Daarna vertelde ik hoe het allemaal begon. Mijn zwangerschap, de geboorte van Daan en alles wat er in die eerste jaren daarna kwam. Mijn eigen verhaal. Ik hoefde het niet uit mijn hoofd te leren want het staat in mijn geheugen gegrift. Maar de voorbereiding voor deze les dwong mij ertoe om helemaal terug te gaan naar dat allereerste begin. En daarmee terug naar alle emoties uit die tijd. De moeilijkste en zwaarste jaren uit mijn leven. Dat viel me niet mee. Aan die heftige verdrietige tijd denk ik liever niet terug. Toch was het goed om dat te doen.
Ik vertelde wat er gebeurde. Ik vertelde ook wat er mis ging. Hoe wij aan ons lot werden overgelaten na het ontslag van Daan uit het ziekenhuis. Hoe ik nergens terecht kon met mijn vragen. Hoe ik de wanhoop en uitputting nabij was met een altijd huilende baby. Hoe ons huishouden, ons werk, ons sociale leven, ja werkelijk alles leed onder de situatie thuis. Hoe verlaten en eenzaam ik me heb gevoeld in die tijd. Tussendoor maakte ik een cynisch grapje om het nog een beetje leuk te houden. Ik eindigde positief. Met mijn advies hoe het anders en beter kan voor ouders. En wat een kinderverpleegkundige daarin voor hen kan betekenen.
Een van de studenten vroeg mij wiens schuld het was dat er zoveel mis ging. Het gekke is dat ik dat eigenlijk niet weet. Maar eigenlijk is het ook niet zo interessant om dat te weten. Feit is dat het mis is gegaan. Heel erg mis. En dat het tien, nee honderd keer beter had gekund als hulpverleners beter hadden samengewerkt. Als er iemand was geweest die op ons had gelet. Ons had ondersteund. Dat ons hele leven toen niet zo vreselijk ingestort zou zijn als er eerder hulp was gekomen.
Maar ik wil niet mijn hele leven boos blijven. Ik weet niet eens op wie ik boos moet zijn en wat schiet ik er mee op? Ik ken ze hoor, ouders met een gehandicapt kind die altijd boos en gefrustreerd blijven. Die zich blijven afvragen waarom ze in de steek gelaten zijn en waarom dit lot hen toch moest treffen. Maar zo wil ik niet leven. Dan heeft Daan geen leven, maar ik zelf ook niet. Ik wil iets positiefs doen. Een bijdrage leveren aan verbetering. Dat is waar ik energie uit haal. Het kan anders en het moet anders. Daarom sta ik voor de klas. Al is het maar een keer per jaar. Het voelt goed om er een bijdrage aan te leveren dat het voor toekomstige ouders beter wordt. Het is een druppel op een gloeiende plaat maar het is tenminste iets.

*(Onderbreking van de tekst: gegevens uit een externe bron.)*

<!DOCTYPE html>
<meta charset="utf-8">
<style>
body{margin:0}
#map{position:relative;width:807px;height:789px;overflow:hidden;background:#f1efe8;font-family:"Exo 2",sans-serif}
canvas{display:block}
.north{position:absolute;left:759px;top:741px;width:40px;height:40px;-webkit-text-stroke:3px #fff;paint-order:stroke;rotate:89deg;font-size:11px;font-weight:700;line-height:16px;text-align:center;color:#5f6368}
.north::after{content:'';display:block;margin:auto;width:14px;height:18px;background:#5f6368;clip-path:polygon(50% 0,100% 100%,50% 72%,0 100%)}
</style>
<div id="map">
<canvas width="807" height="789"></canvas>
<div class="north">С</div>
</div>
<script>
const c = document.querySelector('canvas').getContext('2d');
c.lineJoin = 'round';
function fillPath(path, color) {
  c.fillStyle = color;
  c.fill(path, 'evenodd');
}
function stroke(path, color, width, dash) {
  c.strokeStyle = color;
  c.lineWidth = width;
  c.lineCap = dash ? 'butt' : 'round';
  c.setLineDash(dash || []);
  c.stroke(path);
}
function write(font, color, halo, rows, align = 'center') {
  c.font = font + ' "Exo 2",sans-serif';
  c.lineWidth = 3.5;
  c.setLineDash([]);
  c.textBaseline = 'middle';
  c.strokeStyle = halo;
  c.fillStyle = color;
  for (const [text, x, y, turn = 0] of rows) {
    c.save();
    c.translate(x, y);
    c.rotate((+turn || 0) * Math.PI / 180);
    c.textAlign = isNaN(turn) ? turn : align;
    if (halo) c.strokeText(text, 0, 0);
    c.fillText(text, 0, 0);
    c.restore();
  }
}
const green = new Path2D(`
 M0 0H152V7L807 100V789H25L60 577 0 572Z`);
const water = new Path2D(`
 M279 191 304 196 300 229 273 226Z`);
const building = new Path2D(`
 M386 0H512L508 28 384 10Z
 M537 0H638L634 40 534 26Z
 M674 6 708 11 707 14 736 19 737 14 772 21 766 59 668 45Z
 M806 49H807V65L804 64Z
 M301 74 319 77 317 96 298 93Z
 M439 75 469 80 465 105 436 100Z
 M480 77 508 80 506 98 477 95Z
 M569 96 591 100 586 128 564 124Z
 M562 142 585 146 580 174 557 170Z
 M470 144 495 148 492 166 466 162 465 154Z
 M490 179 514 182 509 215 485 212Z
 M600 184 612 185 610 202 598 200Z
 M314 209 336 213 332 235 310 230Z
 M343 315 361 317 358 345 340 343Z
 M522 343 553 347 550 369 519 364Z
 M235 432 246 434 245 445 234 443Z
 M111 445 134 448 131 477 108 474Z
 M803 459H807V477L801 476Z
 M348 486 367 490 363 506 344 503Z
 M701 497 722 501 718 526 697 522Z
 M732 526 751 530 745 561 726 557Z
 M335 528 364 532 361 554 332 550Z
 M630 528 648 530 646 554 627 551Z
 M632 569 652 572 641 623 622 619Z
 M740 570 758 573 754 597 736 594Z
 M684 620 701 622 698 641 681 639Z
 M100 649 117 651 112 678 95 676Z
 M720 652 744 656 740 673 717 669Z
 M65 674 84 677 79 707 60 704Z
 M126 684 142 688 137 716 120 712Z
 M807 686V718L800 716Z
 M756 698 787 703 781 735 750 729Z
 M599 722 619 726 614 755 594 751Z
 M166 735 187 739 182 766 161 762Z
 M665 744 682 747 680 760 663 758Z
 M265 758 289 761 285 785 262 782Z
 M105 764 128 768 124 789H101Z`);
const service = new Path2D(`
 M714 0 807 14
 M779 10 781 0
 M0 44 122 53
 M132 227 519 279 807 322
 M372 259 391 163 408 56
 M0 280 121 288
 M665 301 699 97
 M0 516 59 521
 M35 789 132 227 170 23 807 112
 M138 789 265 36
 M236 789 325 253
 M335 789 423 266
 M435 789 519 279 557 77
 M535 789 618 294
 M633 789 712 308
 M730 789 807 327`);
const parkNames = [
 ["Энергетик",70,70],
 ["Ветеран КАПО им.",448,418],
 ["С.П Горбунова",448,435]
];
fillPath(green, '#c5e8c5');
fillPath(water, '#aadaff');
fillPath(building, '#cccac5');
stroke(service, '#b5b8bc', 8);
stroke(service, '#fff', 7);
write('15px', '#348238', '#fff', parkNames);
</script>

Het ging goed, mijn gastcollege. En het was leuk. De studenten vertelden mij dat ze in hun werk zeker iets kunnen met mijn verhaal. Daar ben ik erg blij om. Volgend schooljaar mag ik terugkomen. Dan vertel ik ons verhaal opnieuw aan een nieuwe lichting studenten. Een nieuwe druppel op die gloeiende plaat. Maar het is er toch weer een. Wat mij betreft zullen er heel veel druppels bij komen. Want er valt nog een wereld te winnen.